== Segment start ==

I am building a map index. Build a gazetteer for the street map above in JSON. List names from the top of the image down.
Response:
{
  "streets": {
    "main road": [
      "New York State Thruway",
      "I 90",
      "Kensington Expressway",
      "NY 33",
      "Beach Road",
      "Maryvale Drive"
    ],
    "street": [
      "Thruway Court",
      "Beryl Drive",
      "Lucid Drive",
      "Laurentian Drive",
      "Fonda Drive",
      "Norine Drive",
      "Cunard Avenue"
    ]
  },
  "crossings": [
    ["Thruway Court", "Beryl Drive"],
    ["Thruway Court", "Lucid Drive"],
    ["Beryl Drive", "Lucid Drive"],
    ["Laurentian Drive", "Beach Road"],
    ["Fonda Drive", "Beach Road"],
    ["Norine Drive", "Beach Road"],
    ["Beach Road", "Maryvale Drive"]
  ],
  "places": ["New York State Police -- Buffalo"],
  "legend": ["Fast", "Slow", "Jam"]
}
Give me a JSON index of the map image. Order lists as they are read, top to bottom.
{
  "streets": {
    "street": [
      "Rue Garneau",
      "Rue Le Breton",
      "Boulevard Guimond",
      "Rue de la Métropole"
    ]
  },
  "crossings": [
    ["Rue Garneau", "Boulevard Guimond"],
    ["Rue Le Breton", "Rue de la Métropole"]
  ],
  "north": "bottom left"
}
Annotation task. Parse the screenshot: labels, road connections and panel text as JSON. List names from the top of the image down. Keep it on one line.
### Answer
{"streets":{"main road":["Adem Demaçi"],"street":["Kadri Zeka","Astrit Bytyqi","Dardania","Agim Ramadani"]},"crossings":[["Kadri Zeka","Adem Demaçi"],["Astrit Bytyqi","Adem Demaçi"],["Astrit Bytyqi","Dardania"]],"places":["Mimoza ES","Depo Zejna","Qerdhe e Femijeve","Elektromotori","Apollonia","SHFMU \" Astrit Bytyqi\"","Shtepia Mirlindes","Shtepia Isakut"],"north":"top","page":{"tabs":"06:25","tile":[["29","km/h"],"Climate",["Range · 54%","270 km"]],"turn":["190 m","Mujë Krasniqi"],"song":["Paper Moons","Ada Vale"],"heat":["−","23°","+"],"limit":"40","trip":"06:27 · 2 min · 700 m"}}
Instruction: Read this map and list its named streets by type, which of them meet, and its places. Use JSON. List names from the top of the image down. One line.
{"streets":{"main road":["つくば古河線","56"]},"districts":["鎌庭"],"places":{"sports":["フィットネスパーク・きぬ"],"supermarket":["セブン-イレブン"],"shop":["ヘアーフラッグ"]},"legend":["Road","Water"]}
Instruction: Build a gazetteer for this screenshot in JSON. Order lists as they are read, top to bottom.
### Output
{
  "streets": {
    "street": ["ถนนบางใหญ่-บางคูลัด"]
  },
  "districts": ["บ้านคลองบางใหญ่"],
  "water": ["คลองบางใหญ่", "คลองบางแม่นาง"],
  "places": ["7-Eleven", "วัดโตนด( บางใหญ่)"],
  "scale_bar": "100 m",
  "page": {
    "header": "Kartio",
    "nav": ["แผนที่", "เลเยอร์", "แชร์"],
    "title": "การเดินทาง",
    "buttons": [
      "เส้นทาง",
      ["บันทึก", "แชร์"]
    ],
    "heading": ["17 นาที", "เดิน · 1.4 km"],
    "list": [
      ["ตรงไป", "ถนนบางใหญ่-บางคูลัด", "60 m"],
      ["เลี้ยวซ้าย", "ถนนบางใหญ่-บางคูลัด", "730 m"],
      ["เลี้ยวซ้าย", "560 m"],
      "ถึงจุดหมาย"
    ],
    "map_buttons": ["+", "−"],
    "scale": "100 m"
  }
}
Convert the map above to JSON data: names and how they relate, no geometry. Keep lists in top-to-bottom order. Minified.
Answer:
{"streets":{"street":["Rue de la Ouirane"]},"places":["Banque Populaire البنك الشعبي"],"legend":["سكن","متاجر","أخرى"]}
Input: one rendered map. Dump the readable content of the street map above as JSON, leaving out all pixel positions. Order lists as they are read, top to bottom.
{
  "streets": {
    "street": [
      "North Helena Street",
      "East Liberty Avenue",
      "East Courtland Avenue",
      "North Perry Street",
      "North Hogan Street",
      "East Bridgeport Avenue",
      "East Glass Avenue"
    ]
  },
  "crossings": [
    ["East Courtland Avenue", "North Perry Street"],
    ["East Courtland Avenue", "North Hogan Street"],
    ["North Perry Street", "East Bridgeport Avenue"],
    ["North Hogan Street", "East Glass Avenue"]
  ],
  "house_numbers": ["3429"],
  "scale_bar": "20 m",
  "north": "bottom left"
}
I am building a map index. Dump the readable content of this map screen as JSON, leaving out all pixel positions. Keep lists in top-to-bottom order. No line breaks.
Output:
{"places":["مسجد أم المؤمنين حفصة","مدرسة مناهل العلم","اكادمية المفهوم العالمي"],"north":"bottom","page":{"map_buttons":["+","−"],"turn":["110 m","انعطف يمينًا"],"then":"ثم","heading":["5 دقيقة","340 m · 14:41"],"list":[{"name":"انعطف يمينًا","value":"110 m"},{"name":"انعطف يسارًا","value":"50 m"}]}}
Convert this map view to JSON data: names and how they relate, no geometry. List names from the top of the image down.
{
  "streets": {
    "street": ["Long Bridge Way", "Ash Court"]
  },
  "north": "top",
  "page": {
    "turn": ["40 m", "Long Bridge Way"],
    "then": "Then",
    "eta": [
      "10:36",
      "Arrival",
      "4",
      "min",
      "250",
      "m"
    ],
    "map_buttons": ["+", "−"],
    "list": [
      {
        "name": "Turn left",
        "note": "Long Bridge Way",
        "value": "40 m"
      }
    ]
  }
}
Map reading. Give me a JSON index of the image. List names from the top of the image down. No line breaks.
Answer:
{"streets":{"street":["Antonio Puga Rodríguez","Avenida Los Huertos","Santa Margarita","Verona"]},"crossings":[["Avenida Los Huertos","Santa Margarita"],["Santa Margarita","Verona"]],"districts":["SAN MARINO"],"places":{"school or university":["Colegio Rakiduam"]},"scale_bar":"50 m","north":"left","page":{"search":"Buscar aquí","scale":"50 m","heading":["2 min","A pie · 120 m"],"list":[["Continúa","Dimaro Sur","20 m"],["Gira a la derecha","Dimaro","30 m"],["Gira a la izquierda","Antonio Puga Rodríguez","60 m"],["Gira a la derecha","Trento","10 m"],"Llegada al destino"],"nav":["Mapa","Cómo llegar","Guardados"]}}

== Segment end ==

[TASK REQUIREMENTS] Repeat each line above exactly as it stands.

[WRITTEN SOLUTION]
I am building a map index. Build a gazetteer for the street map above in JSON. List names from the top of the image down.
Response:
{
  "streets": {
    "main road": [
      "New York State Thruway",
      "I 90",
      "Kensington Expressway",
      "NY 33",
      "Beach Road",
      "Maryvale Drive"
    ],
    "street": [
      "Thruway Court",
      "Beryl Drive",
      "Lucid Drive",
      "Laurentian Drive",
      "Fonda Drive",
      "Norine Drive",
      "Cunard Avenue"
    ]
  },
  "crossings": [
    ["Thruway Court", "Beryl Drive"],
    ["Thruway Court", "Lucid Drive"],
    ["Beryl Drive", "Lucid Drive"],
    ["Laurentian Drive", "Beach Road"],
    ["Fonda Drive", "Beach Road"],
    ["Norine Drive", "Beach Road"],
    ["Beach Road", "Maryvale Drive"]
  ],
  "places": ["New York State Police -- Buffalo"],
  "legend": ["Fast", "Slow", "Jam"]
}
Give me a JSON index of the map image. Order lists as they are read, top to bottom.
{
  "streets": {
    "street": [
      "Rue Garneau",
      "Rue Le Breton",
      "Boulevard Guimond",
      "Rue de la Métropole"
    ]
  },
  "crossings": [
    ["Rue Garneau", "Boulevard Guimond"],
    ["Rue Le Breton", "Rue de la Métropole"]
  ],
  "north": "bottom left"
}
Annotation task. Parse the screenshot: labels, road connections and panel text as JSON. List names from the top of the image down. Keep it on one line.
### Answer
{"streets":{"main road":["Adem Demaçi"],"street":["Kadri Zeka","Astrit Bytyqi","Dardania","Agim Ramadani"]},"crossings":[["Kadri Zeka","Adem Demaçi"],["Astrit Bytyqi","Adem Demaçi"],["Astrit Bytyqi","Dardania"]],"places":["Mimoza ES","Depo Zejna","Qerdhe e Femijeve","Elektromotori","Apollonia","SHFMU \" Astrit Bytyqi\"","Shtepia Mirlindes","Shtepia Isakut"],"north":"top","page":{"tabs":"06:25","tile":[["29","km/h"],"Climate",["Range · 54%","270 km"]],"turn":["190 m","Mujë Krasniqi"],"song":["Paper Moons","Ada Vale"],"heat":["−","23°","+"],"limit":"40","trip":"06:27 · 2 min · 700 m"}}
Instruction: Read this map and list its named streets by type, which of them meet, and its places. Use JSON. List names from the top of the image down. One line.
{"streets":{"main road":["つくば古河線","56"]},"districts":["鎌庭"],"places":{"sports":["フィットネスパーク・きぬ"],"supermarket":["セブン-イレブン"],"shop":["ヘアーフラッグ"]},"legend":["Road","Water"]}
Instruction: Build a gazetteer for this screenshot in JSON. Order lists as they are read, top to bottom.
### Output
{
  "streets": {
    "street": ["ถนนบางใหญ่-บางคูลัด"]
  },
  "districts": ["บ้านคลองบางใหญ่"],
  "water": ["คลองบางใหญ่", "คลองบางแม่นาง"],
  "places": ["7-Eleven", "วัดโตนด( บางใหญ่)"],
  "scale_bar": "100 m",
  "page": {
    "header": "Kartio",
    "nav": ["แผนที่", "เลเยอร์", "แชร์"],
    "title": "การเดินทาง",
    "buttons": [
      "เส้นทาง",
      ["บันทึก", "แชร์"]
    ],
    "heading": ["17 นาที", "เดิน · 1.4 km"],
    "list": [
      ["ตรงไป", "ถนนบางใหญ่-บางคูลัด", "60 m"],
      ["เลี้ยวซ้าย", "ถนนบางใหญ่-บางคูลัด", "730 m"],
      ["เลี้ยวซ้าย", "560 m"],
      "ถึงจุดหมาย"
    ],
    "map_buttons": ["+", "−"],
    "scale": "100 m"
  }
}
Convert the map above to JSON data: names and how they relate, no geometry. Keep lists in top-to-bottom order. Minified.
Answer:
{"streets":{"street":["Rue de la Ouirane"]},"places":["Banque Populaire البنك الشعبي"],"legend":["سكن","متاجر","أخرى"]}
Input: one rendered map. Dump the readable content of the street map above as JSON, leaving out all pixel positions. Order lists as they are read, top to bottom.
{
  "streets": {
    "street": [
      "North Helena Street",
      "East Liberty Avenue",
      "East Courtland Avenue",
      "North Perry Street",
      "North Hogan Street",
      "East Bridgeport Avenue",
      "East Glass Avenue"
    ]
  },
  "crossings": [
    ["East Courtland Avenue", "North Perry Street"],
    ["East Courtland Avenue", "North Hogan Street"],
    ["North Perry Street", "East Bridgeport Avenue"],
    ["North Hogan Street", "East Glass Avenue"]
  ],
  "house_numbers": ["3429"],
  "scale_bar": "20 m",
  "north": "bottom left"
}
I am building a map index. Dump the readable content of this map screen as JSON, leaving out all pixel positions. Keep lists in top-to-bottom order. No line breaks.
Output:
{"places":["مسجد أم المؤمنين حفصة","مدرسة مناهل العلم","اكادمية المفهوم العالمي"],"north":"bottom","page":{"map_buttons":["+","−"],"turn":["110 m","انعطف يمينًا"],"then":"ثم","heading":["5 دقيقة","340 m · 14:41"],"list":[{"name":"انعطف يمينًا","value":"110 m"},{"name":"انعطف يسارًا","value":"50 m"}]}}
Convert this map view to JSON data: names and how they relate, no geometry. List names from the top of the image down.
{
  "streets": {
    "street": ["Long Bridge Way", "Ash Court"]
  },
  "north": "top",
  "page": {
    "turn": ["40 m", "Long Bridge Way"],
    "then": "Then",
    "eta": [
      "10:36",
      "Arrival",
      "4",
      "min",
      "250",
      "m"
    ],
    "map_buttons": ["+", "−"],
    "list": [
      {
        "name": "Turn left",
        "note": "Long Bridge Way",
        "value": "40 m"
      }
    ]
  }
}
Map reading. Give me a JSON index of the image. List names from the top of the image down. No line breaks.
Answer:
{"streets":{"street":["Antonio Puga Rodríguez","Avenida Los Huertos","Santa Margarita","Verona"]},"crossings":[["Avenida Los Huertos","Santa Margarita"],["Santa Margarita","Verona"]],"districts":["SAN MARINO"],"places":{"school or university":["Colegio Rakiduam"]},"scale_bar":"50 m","north":"left","page":{"search":"Buscar aquí","scale":"50 m","heading":["2 min","A pie · 120 m"],"list":[["Continúa","Dimaro Sur","20 m"],["Gira a la derecha","Dimaro","30 m"],["Gira a la izquierda","Antonio Puga Rodríguez","60 m"],["Gira a la derecha","Trento","10 m"],"Llegada al destino"],"nav":["Mapa","Cómo llegar","Guardados"]}}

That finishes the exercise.